====== INPUT

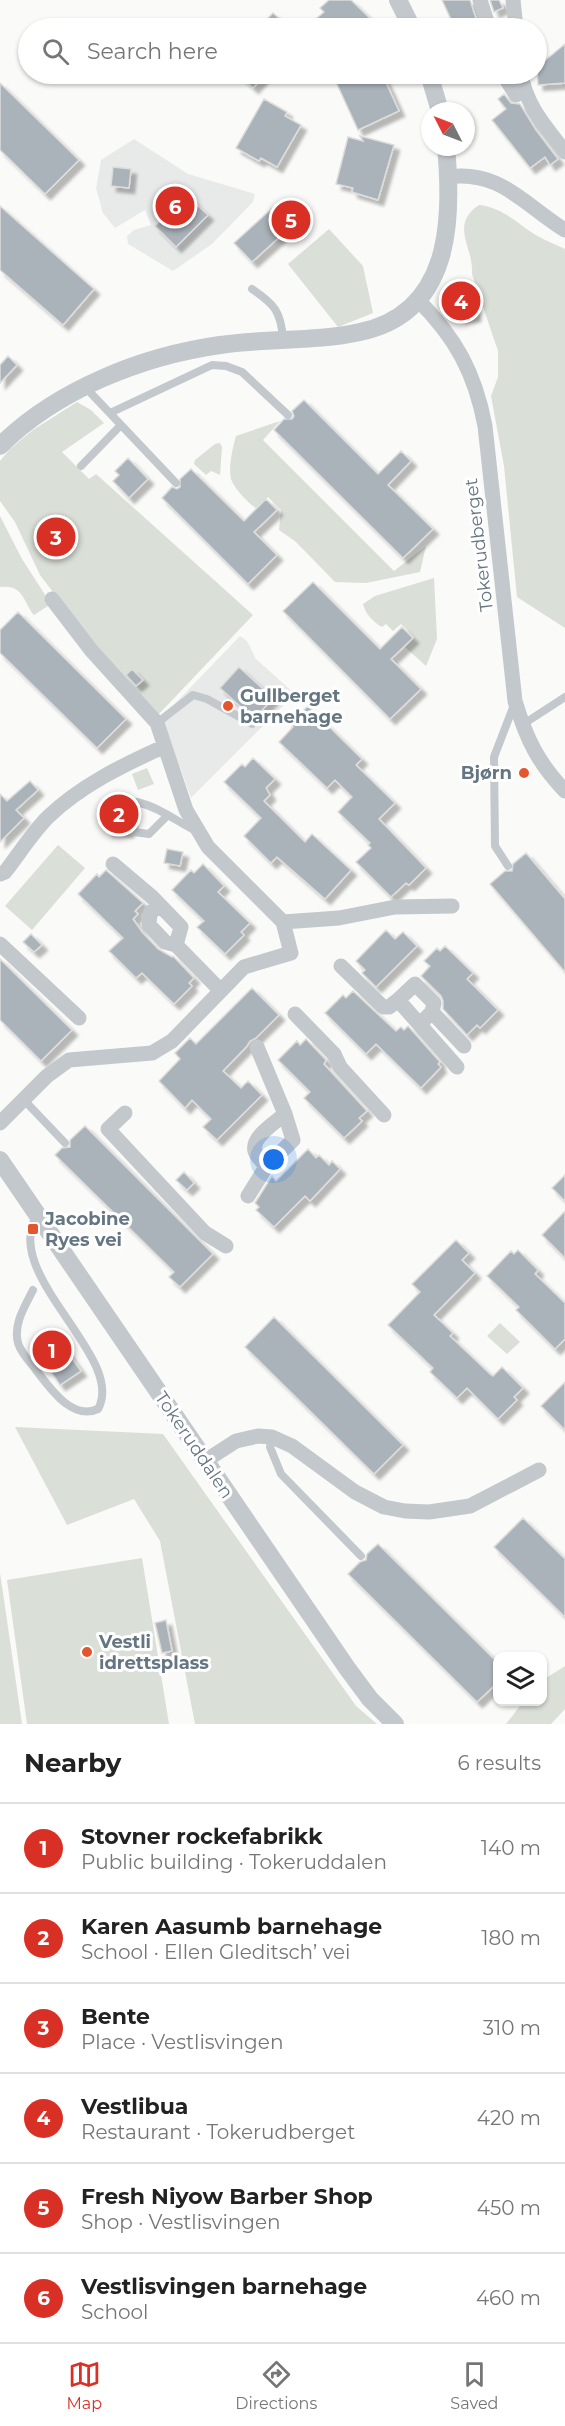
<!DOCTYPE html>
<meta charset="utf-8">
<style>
body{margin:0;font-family:Montserrat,sans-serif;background:#f6f6f6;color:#222}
.controls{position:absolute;right:18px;bottom:18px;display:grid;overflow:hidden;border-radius:12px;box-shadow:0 2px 4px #0004}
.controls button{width:54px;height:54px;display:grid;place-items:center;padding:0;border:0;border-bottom:2px solid #e0e0e0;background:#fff;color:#222;font:30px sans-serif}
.compass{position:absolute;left:421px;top:102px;width:54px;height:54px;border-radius:50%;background:#fff;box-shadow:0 2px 4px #0004;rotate:312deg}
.you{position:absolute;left:274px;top:1160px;width:21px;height:21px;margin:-15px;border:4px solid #fff;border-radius:50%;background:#1a73e8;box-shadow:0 0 0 9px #1a73e833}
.badge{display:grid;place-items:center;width:39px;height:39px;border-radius:50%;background:#d93025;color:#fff;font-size:20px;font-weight:700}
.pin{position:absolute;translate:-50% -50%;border:3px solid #fff;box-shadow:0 2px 6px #0006}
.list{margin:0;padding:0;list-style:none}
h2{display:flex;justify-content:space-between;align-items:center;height:78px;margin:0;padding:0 24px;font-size:26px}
h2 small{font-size:20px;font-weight:400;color:#767676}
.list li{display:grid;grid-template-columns:39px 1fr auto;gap:18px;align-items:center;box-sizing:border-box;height:90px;padding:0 24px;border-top:2px solid #e0e0e0}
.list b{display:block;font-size:22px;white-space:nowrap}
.list p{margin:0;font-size:20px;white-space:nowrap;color:#767676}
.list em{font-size:20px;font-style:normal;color:#767676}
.icon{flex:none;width:33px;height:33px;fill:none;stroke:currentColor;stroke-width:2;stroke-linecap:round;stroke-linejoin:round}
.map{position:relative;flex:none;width:565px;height:1724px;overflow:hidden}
.search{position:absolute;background:#fff;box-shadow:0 2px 4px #0004;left:18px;right:18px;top:18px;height:66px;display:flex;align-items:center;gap:15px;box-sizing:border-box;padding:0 21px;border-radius:33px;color:#767676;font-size:22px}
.sheet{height:618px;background:#fff}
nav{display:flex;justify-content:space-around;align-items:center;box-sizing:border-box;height:84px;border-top:2px solid #e0e0e0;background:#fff;font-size:16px;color:#767676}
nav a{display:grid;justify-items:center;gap:3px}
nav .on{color:#d93025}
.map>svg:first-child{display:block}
.built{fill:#e8e9e9}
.green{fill:#dadfd7}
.building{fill:#aab3b9;stroke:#dcdcda;stroke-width:1.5;filter:url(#shadow)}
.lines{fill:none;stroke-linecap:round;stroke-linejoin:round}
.service{stroke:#c3c8cc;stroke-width:8}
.minor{stroke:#c3c8cc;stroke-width:15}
.tertiary{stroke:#c3c8cc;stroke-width:18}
.poi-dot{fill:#e4572e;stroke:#fff;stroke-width:2}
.labels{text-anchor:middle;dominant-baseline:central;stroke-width:6;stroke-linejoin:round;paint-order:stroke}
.street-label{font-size:18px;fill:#657683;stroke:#fff}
.poi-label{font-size:18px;font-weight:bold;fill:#657683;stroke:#fff;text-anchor:start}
</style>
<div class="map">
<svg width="565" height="1724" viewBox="0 0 565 1724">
<defs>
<filter id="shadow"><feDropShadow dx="5.5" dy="5.5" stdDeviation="1.5" flood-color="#0004"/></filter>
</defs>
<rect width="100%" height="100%" fill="#fafaf8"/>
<!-- built -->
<path class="built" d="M134 139 188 174 255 194 253 202 212 244 173 271 128 244 127 236 134 230 151 225 145 210 115 228 103 213 96 188 101 160Z
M240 636 247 641 256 659 295 694 191 798 162 717Z"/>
<!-- green -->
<path class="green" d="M479 205C501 207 516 222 534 234 544 240 555 244 565 249V628L517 597 504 466 491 396 498 377V351L472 274C474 247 449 225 479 205Z
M329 229 363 266 373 313 338 327 288 264Z
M77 402 91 410 104 423 62 452 89 479 96 474 253 615 158 715 75 621 40 575 15 522 0 501V461L10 449 33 430Z
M280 421 263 440 394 571 426 546 420 572 366 583 335 582 296 542 279 530 281 510 268 497 256 508C248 503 234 488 231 479 228 467 233 447 236 436Z
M220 443 222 447 220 475 211 471 206 475 194 464 195 460 215 444Z
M0 516 22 559 51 604 34 615C23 602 24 584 0 587Z
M434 578 437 639 426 666 405 647 414 637 401 624 393 631 386 624 382 627C373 622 365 613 363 604L375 596Z
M147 768 154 784 138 790 132 774Z
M58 845 85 868 32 930 5 906Z
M500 1323 520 1342 507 1354 487 1336Z
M15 1427 163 1434 356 1706 377 1724H195L160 1541 134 1499 67 1525Z
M142 1558 169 1724H27L7 1580Z
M0 1573 3 1593 22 1724H0Z
M565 1666V1709L551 1724H506L523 1702H542L543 1680Z"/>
<!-- building -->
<path class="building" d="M329 0H351L380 28H341L331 19 321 28H305L324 12 320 8Z
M442 0H470L479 28H455Z
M490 0H499L503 8 494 12Z
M273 13 290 28H258Z
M565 44V83L538 85 537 67Z
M238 74H266L253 88Z
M357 74H382L399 111 358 130 336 82Z
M0 83 79 160 45 194 0 150Z
M504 94 511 103 520 104 536 130 558 159 550 165 545 157 530 168 492 120 506 109 498 99Z
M264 99 287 112 285 116 301 125 277 167 261 158 259 161 236 148Z
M360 136 394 145 378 200 352 192 353 188 336 184 348 137 363 141Z
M113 167 131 169 129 188 111 186Z
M177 187 208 215 176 247 155 226 178 204 169 195Z
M279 202 297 221 252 262 234 243Z
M0 206 94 289 63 325 0 270Z
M473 289 475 316 459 318 457 290Z
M8 356 17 365 0 383V365Z
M304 400 378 474 401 451 411 461 388 485 433 529 403 558 274 430 284 419H292L294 416 292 411Z
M128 458 148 479 129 498 113 481 119 475 115 471Z
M191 469 244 521 266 499 277 510 254 532 277 555 248 584 162 498 172 487 177 489 180 487V479Z
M313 582 380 649 402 627 413 638 391 659 421 689 390 719 283 611Z
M18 612 126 719 97 748 0 653V630Z
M239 667 273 698 254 719 220 688Z
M132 669 143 680 136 686 126 675Z
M308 706 362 759 356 765 395 803 379 819 426 868 409 885 406 883 391 897 356 862 371 848 368 845 370 843 338 812 352 797 335 780 327 788 279 742 293 727 287 720 295 711 299 715Z
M253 758 275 779 266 788 270 795 264 801 305 842 312 834 351 870 325 899 277 857 271 863 244 836 261 818 224 782 242 764 245 767Z
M30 781 38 790 16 810 24 818 0 842V794L7 801Z
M109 796 131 798 128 832 107 831Z
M167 849 183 852 180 866 164 863Z
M526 853 565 899V972L490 884 505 871H512L513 864Z
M203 864 224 886 218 892 250 923 241 932 244 935 225 954 197 927 204 921 172 890 191 870 194 873Z
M106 870 143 903 135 911 138 914 133 919 142 932 158 949 172 957 173 956 194 978 189 983 192 986 174 1004 142 973 136 978 109 951 123 938 78 894 97 874 99 877Z
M386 930 395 939 403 932 417 946 376 987 362 973 365 970 356 961Z
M31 934 42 945 34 952 23 942Z
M445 946 473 973 467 979 498 1010 480 1028 477 1025 467 1035 443 1009V1001L441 996 421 976 430 966 424 961 437 948 440 951Z
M0 959 72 1030 41 1061 0 1020Z
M252 988 279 1015 256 1038 250 1041 247 1046 223 1071 241 1088 248 1081 262 1095 217 1140 203 1127 211 1119 192 1100 185 1108 159 1081 180 1059 175 1053 190 1038 196 1044Z
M353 991 396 1031 401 1027 404 1030 408 1026 440 1062 438 1064 441 1067 421 1088 376 1044 366 1054 325 1013 343 995 346 998Z
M306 1039 326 1060 324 1064 367 1111 359 1118 362 1121 344 1138 304 1098 310 1092 278 1060 297 1041 300 1045Z
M85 1126 213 1254 180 1287 169 1277 174 1272 55 1155 62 1148 70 1147V1140Z
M308 1149 316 1158 319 1155 329 1165 332 1161 340 1169 310 1201 305 1196 274 1227 256 1210 259 1207 255 1203 272 1176 276 1181Z
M184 1172 194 1183 187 1190 176 1180Z
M565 1175V1201L552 1188Z
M565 1211V1258L542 1235Z
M456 1240 469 1253 462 1260 475 1273 434 1315 453 1333 450 1336 490 1374 493 1376 502 1367 523 1388 514 1397 517 1400 498 1419 467 1388 457 1398 430 1372 433 1368 388 1325 420 1292 412 1284Z
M518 1250 538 1270 535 1274 565 1303V1339L555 1349 516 1310 519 1307 487 1276 511 1251 514 1254Z
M274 1317 403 1445 374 1474 245 1347Z
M54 1333 81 1371 60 1385 34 1347Z
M565 1382V1430L541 1406Z
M523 1518 565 1559V1617L494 1547Z
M378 1544 498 1663V1682L477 1702 348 1574 360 1562 366 1560 367 1554Z
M166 1620 172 1651 162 1653 155 1623Z"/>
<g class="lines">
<!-- service -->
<path class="service" d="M252 289C274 304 281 311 283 339
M86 388 176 483
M110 413 212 365 226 366 242 372 288 415
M81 466 121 425
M157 723 193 695 207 699 252 724
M522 725 565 697
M168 815 149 834 134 832 137 802C158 807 175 820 194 830
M508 866 495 846 494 757 514 705
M23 1099 65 1143
M33 1290C25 1306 13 1324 18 1343 21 1353 30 1362 36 1370 50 1388 72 1421 98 1409 127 1357 0 1275 37 1215
M272 1437 270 1447 281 1474 361 1556"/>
<!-- minor -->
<path class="minor" d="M480 0 489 28
M513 0 516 28
M509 74 508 82 516 95
M521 74C526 106 546 127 565 152
M447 177C500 169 524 205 565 230
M418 300C456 338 475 373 485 426L515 701C526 738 538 763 565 791
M52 599 91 650 157 723 186 810 208 847 283 922 339 918 395 907 452 906
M113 864 152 897 181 927 176 945
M0 874 5 872C19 854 32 833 48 817 80 786 123 765 163 747
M159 906 150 913 149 925 165 942 176 945 221 991
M0 944 79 1018
M341 966 383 1007H389L398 1000 457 1067
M398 1000 415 984 434 1003 432 1012 420 1024
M432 1012 464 1046
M295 1014 334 1054 340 1067 384 1115
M125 1113 108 1129 205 1233 226 1246
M0 1123 47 1076 69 1060 152 1053 172 1041 244 967 291 953 283 922
M266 1167C263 1162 256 1156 255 1151 251 1137 276 1122 285 1114
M248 1196 266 1167 293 1140 285 1114 257 1047
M205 1461 236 1441 258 1436 272 1437 292 1446 355 1492 384 1507 405 1511 429 1512 470 1506 539 1470"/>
<!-- tertiary -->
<path class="tertiary" d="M398 0 412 28
M429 74 440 111
M0 446C56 390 142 356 220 345 266 338 315 342 360 332 451 313 453 221 446 147
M0 1160 347 1668 370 1699 395 1724"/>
</g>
<!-- markers -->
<g class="poi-dot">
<circle cx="228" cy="706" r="6"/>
<circle cx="524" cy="773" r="6"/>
<rect x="27" y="1223" width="12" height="12" rx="3"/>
<circle cx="87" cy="1652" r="6"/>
</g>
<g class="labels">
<!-- street labels -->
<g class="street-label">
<text transform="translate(479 545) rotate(-97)">Tokerudberget</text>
<text transform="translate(194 1445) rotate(56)">Tokeruddalen</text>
</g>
<!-- poi labels -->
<g class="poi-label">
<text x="240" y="696">Gullberget<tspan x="240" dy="21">barnehage</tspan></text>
<text x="512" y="773" text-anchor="end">Bjørn</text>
<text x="45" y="1219">Jacobine<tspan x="45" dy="21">Ryes vei</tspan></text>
<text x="99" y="1642">Vestli<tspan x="99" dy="21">idrettsplass</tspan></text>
</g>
</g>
</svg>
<div class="controls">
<button><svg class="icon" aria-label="layers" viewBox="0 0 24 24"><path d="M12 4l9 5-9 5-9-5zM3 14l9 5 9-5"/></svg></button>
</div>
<svg class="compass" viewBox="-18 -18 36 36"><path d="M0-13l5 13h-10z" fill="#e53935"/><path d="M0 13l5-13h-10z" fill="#767676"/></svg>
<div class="you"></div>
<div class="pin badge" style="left:52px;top:1350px">1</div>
<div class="pin badge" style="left:119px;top:814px">2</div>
<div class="pin badge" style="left:56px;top:537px">3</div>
<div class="pin badge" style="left:461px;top:301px">4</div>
<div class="pin badge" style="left:291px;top:220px">5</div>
<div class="pin badge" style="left:175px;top:206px">6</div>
<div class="search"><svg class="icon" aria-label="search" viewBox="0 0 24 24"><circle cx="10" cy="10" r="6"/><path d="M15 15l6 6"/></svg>Search here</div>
</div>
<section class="sheet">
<h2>Nearby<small>6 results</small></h2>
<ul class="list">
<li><span class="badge">1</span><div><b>Stovner rockefabrikk</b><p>Public building · Tokeruddalen</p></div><em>140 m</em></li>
<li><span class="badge">2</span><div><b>Karen Aasumb barnehage</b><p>School · Ellen Gleditsch’ vei</p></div><em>180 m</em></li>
<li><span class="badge">3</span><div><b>Bente</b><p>Place · Vestlisvingen</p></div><em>310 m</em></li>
<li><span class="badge">4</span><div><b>Vestlibua</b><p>Restaurant · Tokerudberget</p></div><em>420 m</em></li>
<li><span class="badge">5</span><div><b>Fresh Niyow Barber Shop</b><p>Shop · Vestlisvingen</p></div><em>450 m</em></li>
<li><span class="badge">6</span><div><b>Vestlisvingen barnehage</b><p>School</p></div><em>460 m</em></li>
</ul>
</section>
<nav>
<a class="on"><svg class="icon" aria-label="map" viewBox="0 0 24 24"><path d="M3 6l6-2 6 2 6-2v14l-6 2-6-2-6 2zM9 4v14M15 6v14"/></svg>Map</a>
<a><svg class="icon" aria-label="directions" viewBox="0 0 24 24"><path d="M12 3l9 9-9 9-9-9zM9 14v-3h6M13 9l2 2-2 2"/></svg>Directions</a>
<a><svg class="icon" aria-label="saved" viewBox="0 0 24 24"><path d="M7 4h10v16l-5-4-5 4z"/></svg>Saved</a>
</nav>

============

- _EXERCISE DESCRIPTION_
If a line in the data holds the string "white", copy that line.

- _ANSWER TO THE EXERCISE_
.list b{display:block;font-size:22px;white-space:nowrap}
.list p{margin:0;font-size:20px;white-space:nowrap;color:#767676}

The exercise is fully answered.